Contamination is “rampant” here and nationally, said Anderson of Republic Services, a national, Scottsdale-based company that also manages a center in Phoenix.

The upshot locally is that Tucson’s recycling program finished fiscal year 2017-18 slightly in the red. The Environmental Services Department projects the program will run an estimated $500,000 deficit in fiscal 2018-19. That’s a big comedown from the net $1 million to $2 million that the program reaped annually during the first three years of this decade.

Efforts to clean up recyclables at the city-owned, privately operated recycling center have increased costs. At the same time, the Chinese restrictions created a glut of recyclables that has slashed prices U.S. cities can sell them for.

Contamination today accounts for about 22 percent of the materials that Tucson residents leave in their blue recycling bins each week. That’s up from 16 percent seven years ago, city officials say.

The trash giant Waste Management Inc., which collects recyclables in much of suburban Tucson, pegs its contamination level at about 20 percent. Waste Management serves Marana, Catalina, Oro Valley, Sahuarita, Vail and Green Valley and also delivers recyclables to Republic’s recycling center.
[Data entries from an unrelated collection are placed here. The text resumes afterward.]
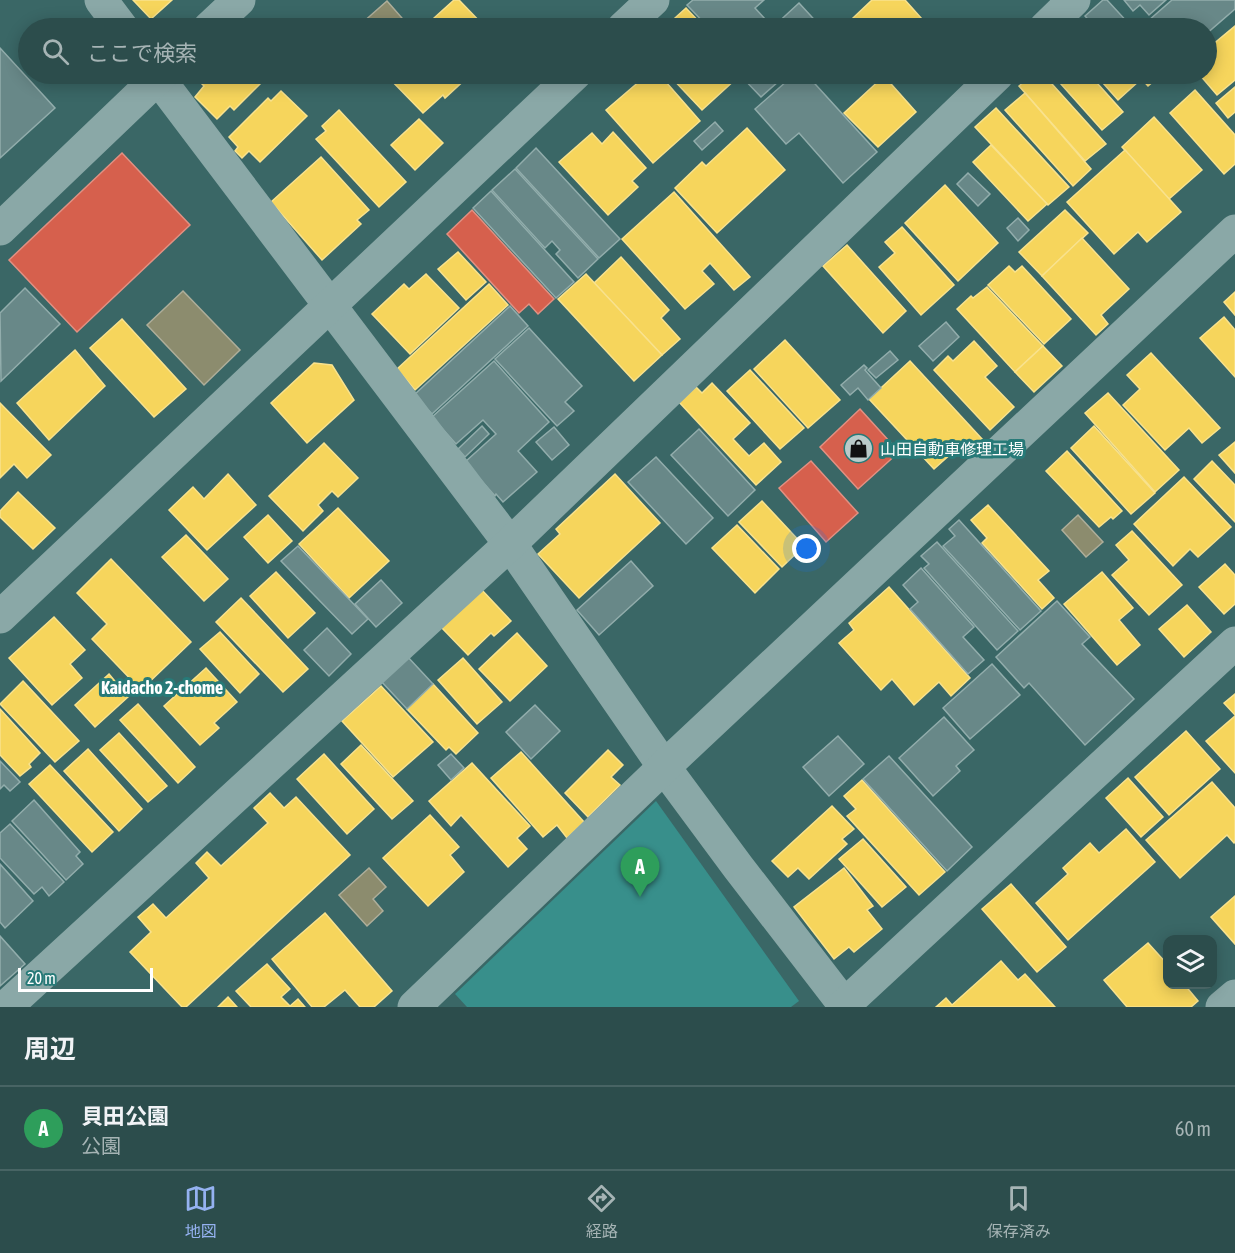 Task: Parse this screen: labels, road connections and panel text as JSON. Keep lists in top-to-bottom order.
{
  "districts": ["Kaidacho 2-chome"],
  "places": {
    "shop": ["山田自動車修理工場"]
  },
  "scale_bar": "20 m",
  "page": {
    "search": "ここで検索",
    "pins": "A",
    "scale": "20 m",
    "heading": "周辺",
    "list": [
      {
        "mark": "A",
        "name": "貝田公園",
        "note": "公園",
        "value": "60 m"
      }
    ],
    "nav": ["地図", "経路", "保存済み"]
  }
} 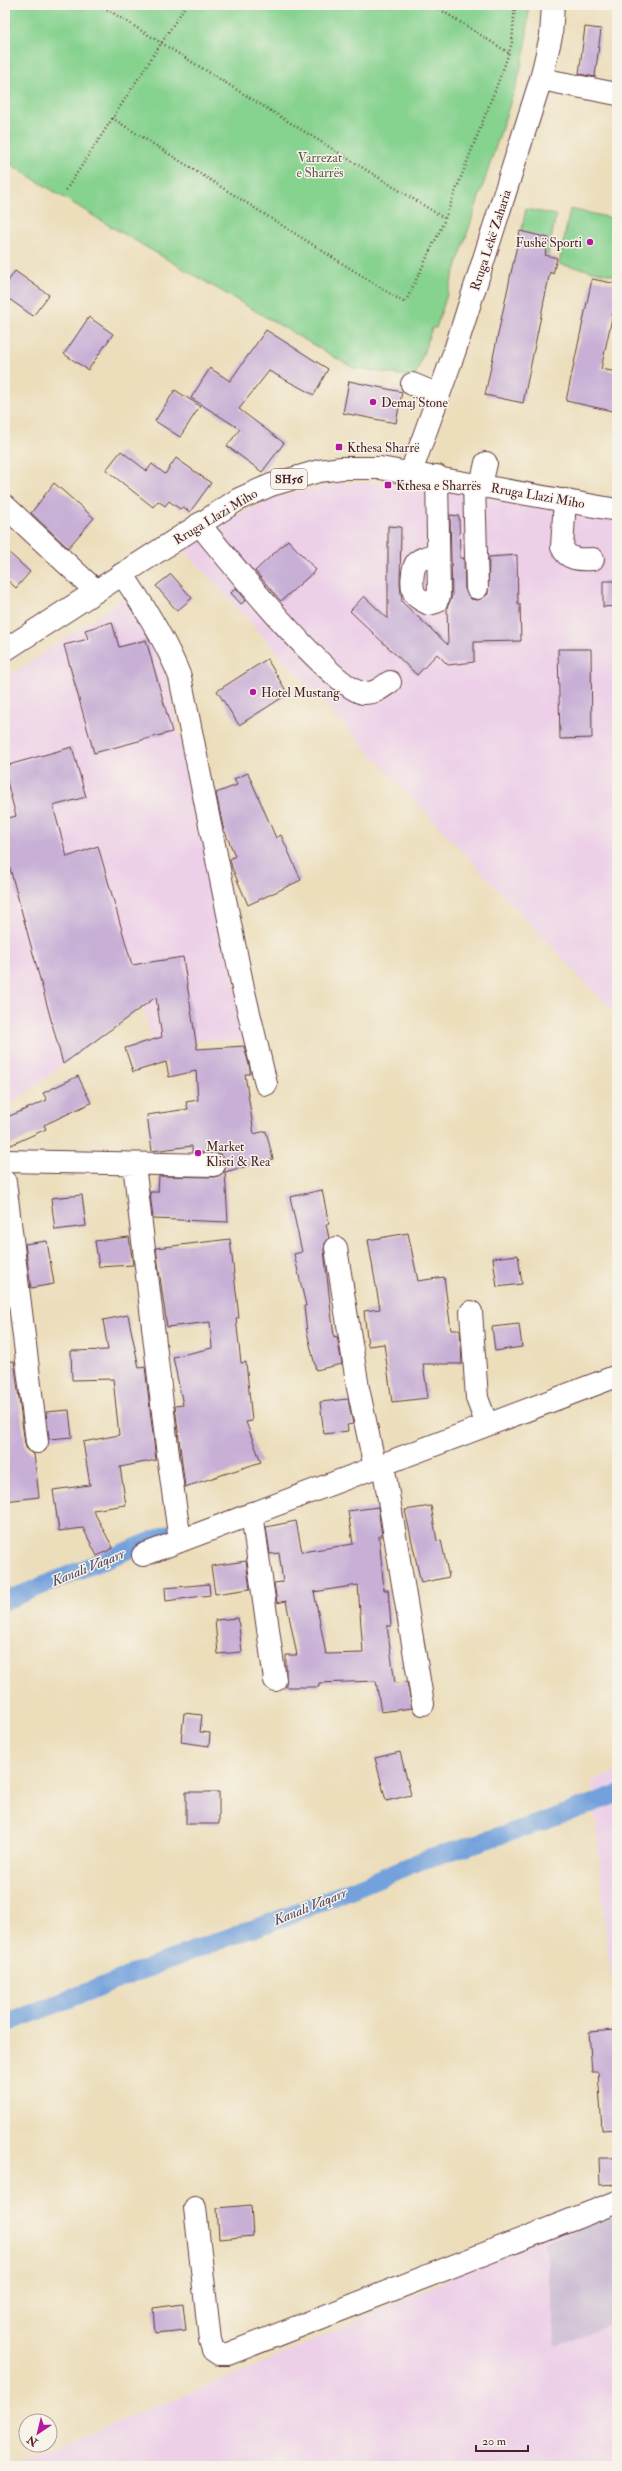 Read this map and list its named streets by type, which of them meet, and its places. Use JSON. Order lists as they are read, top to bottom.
{
  "streets": {
    "street": ["Rruga Lekë Zaharia", "SH56", "Rruga Llazi Miho"]
  },
  "crossings": [
    ["Rruga Lekë Zaharia", "Rruga Llazi Miho"]
  ],
  "water": ["Kanali Vaqarr"],
  "parks": ["Varrezat e Sharrës"],
  "places": {
    "other": [
      "Fushë Sporti",
      "Demaj Stone",
      "Hotel Mustang",
      "Market Klisti & Rea"
    ],
    "transit": ["Kthesa Sharrë", "Kthesa e Sharrës"]
  },
  "scale_bar": "20 m",
  "north": "bottom left"
} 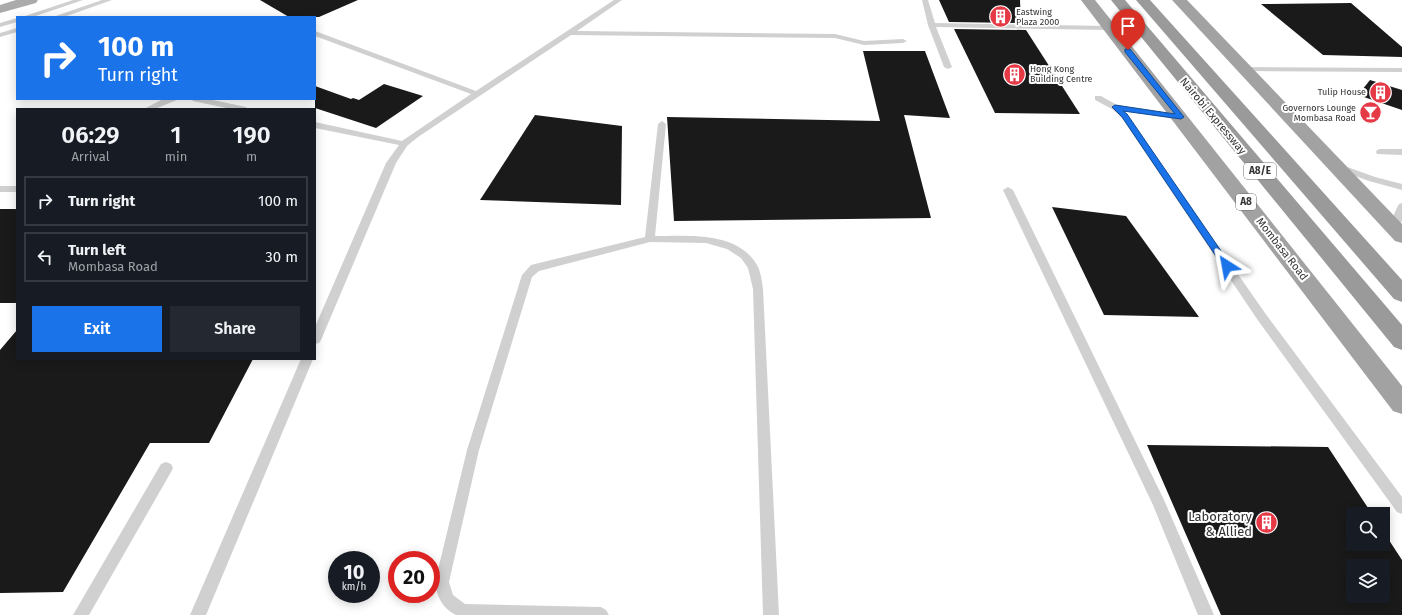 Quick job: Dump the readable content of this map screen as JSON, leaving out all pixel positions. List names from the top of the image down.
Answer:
{
  "streets": {
    "highway": [
      "Nairobi Expressway",
      "A8/E",
      "A8",
      "Mombasa Road"
    ]
  },
  "places": {
    "building": [
      "Eastwing Plaza 2000",
      "Hong Kong Building Centre",
      "Tulip House",
      "Laboratory & Allied"
    ],
    "bar": ["Governors Lounge Mombasa Road"]
  },
  "page": {
    "turn": ["100 m", "Turn right"],
    "eta": [
      "06:29",
      "Arrival",
      "1",
      "min",
      "190",
      "m"
    ],
    "list": [
      {
        "name": "Turn right",
        "value": "100 m"
      },
      {
        "name": "Turn left",
        "note": "Mombasa Road",
        "value": "30 m"
      }
    ],
    "buttons": ["Exit", "Share"],
    "speed": "10 km/h",
    "limit": "20"
  }
} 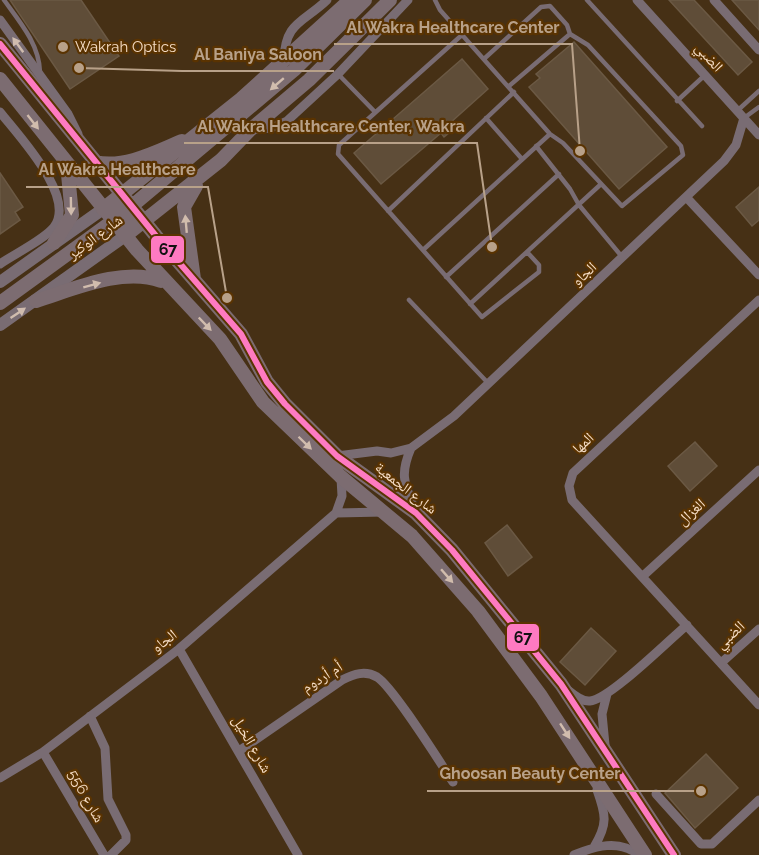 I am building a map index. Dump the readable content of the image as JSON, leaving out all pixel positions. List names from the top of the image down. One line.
{"streets":{"main road":["شارع الوكير","شارع الجمعية"],"street":["الضبي","الجاو","المها","الغزال","أم أردوم","شارع الخيل","شارع 556"]},"crossings":[["الضبي","الجاو"],["الضبي","المها"],["شارع الوكير","شارع الجمعية"],["الجاو","شارع الجمعية"],["الجاو","شارع الخيل"],["الجاو","شارع 556"],["المها","الغزال"],["أم أردوم","شارع الخيل"]],"places":["Wakrah Optics","Al Baniya Saloon","Al Wakra Healthcare Center","Al Wakra Healthcare Center, Wakra","Al Wakra Healthcare","Ghoosan Beauty Center"],"lines":["transit line 67"]} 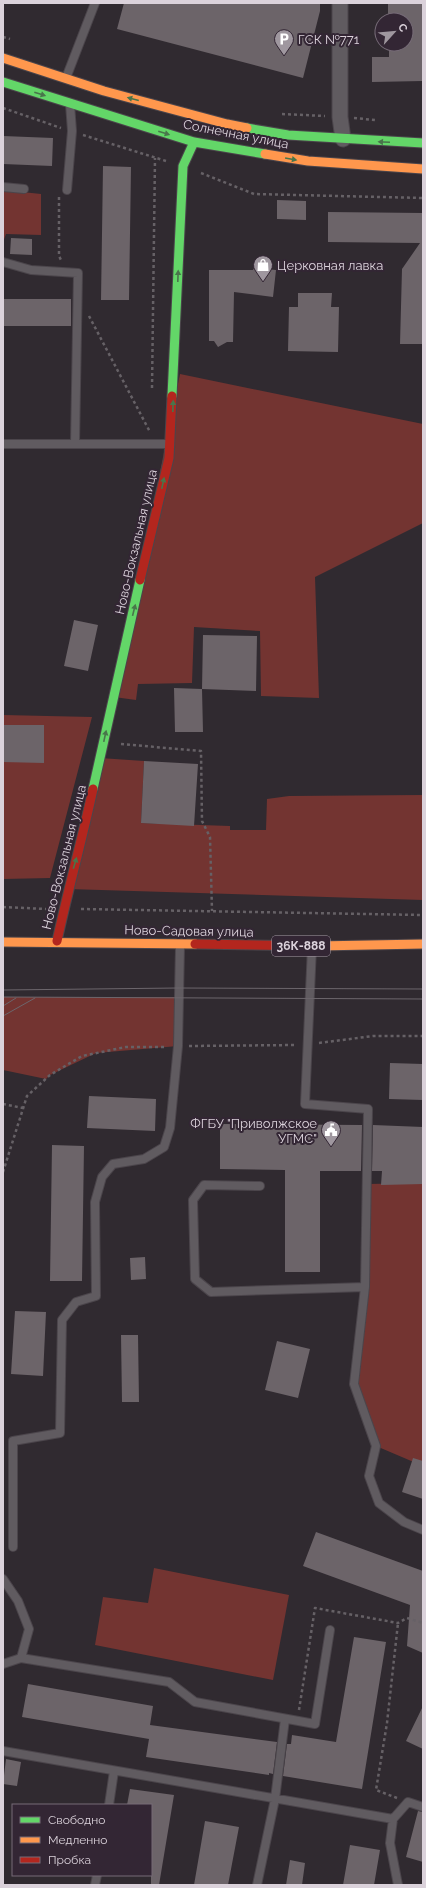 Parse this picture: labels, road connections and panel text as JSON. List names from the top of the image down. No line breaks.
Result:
{"streets":{"main road":["Солнечная улица","Ново-Вокзальная улица","Ново-Садовая улица","36К-888"]},"crossings":[["Солнечная улица","Ново-Вокзальная улица"],["Ново-Вокзальная улица","Ново-Садовая улица"]],"one_way":["Ново-Вокзальная улица"],"places":{"parking":["ГСК №771"],"shop":["Церковная лавка"],"public building":["ФГБУ \"Приволжское УГМС\""]},"legend":["Свободно","Медленно","Пробка"],"north":"top right"}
Phoenix estimates a 30 percent contamination rate.

In a statement, Waste Management told the Star that it’s “working to educate Tucson-area customers on proper recycling so that we can minimize impact on rates.”

Contaminants commonly found in bins include diapers, appliances, food wastes, dead tree limbs, tires, toilet seats, garden hoses, furniture, concrete and other construction materials, foam containers, plastic bags, clothing, rubber hoses and extension cords, said De La Torre and Anderson.

In an interview Tuesday, the city’s De La Torre said department officials haven’t figured out yet exactly what measures to propose, adding, “I don’t want to corner the council on specific things that need to be done.”

He said he wants to give council members “cafeteria level options.” He has prepared a memo outlining potential courses of action that’s now at the City Manager’s Office.

De La Torre would not release the memo to the Star, saying it remains in draft form and under final review with Manager Michael Ortega. He hopes to get it to the City Council in the next few days, De La Torre said Thursday.

Councilman Steve Kozachik asked De La Torre several weeks ago whether any city recyclables are going to landfills due to the China restrictions.

“At this time, we have no reasons to believe that our recyclable materials are going to the landfill, but one thing for sure is that we will need to pay more to get our recyclables processed,” De La Torre wrote to Kozachik.

The city doesn’t want to stop taking some recyclables, because “the market can turn around later. It will be hard for us to tell the public, ‘Now we are accepting items, then no we are not accepting them, and then we are,’” De La Torre told the Star.

Other cities landfilling some items

If the city can divert materials from going into the landfill, that is a plus, he said. Tucson wants to extend the life of its Los Reales Landfill, which is expected to last 70 years.

Sierra Vista and Flagstaff residents aren’t so lucky.

On July 1, Sierra Vista stopped taking paper or paperboard materials as recyclables. It cut its weekly recycling pickups to twice monthly, and increased trash collection fees by 15 percent.

On June 1, Flagstaff went a lot further, halting recycling of plastics except for jugs, bottles and jars. Plastic trays, takeout containers, cups and produce containers can no longer be recycled at the city’s recycling facility, the Arizona Daily Sun reported.

It’s even harder today to find buyers for materials that were already hard to recycle, especially the lower-quality plastics, Flagstaff Solid Waste Director Todd Hanson told the Sun.

The story is the same at Norton Environmental, the company that operates the recovery facility where Flagstaff sends its recyclables, its general manager Ray Sellards told the Sun.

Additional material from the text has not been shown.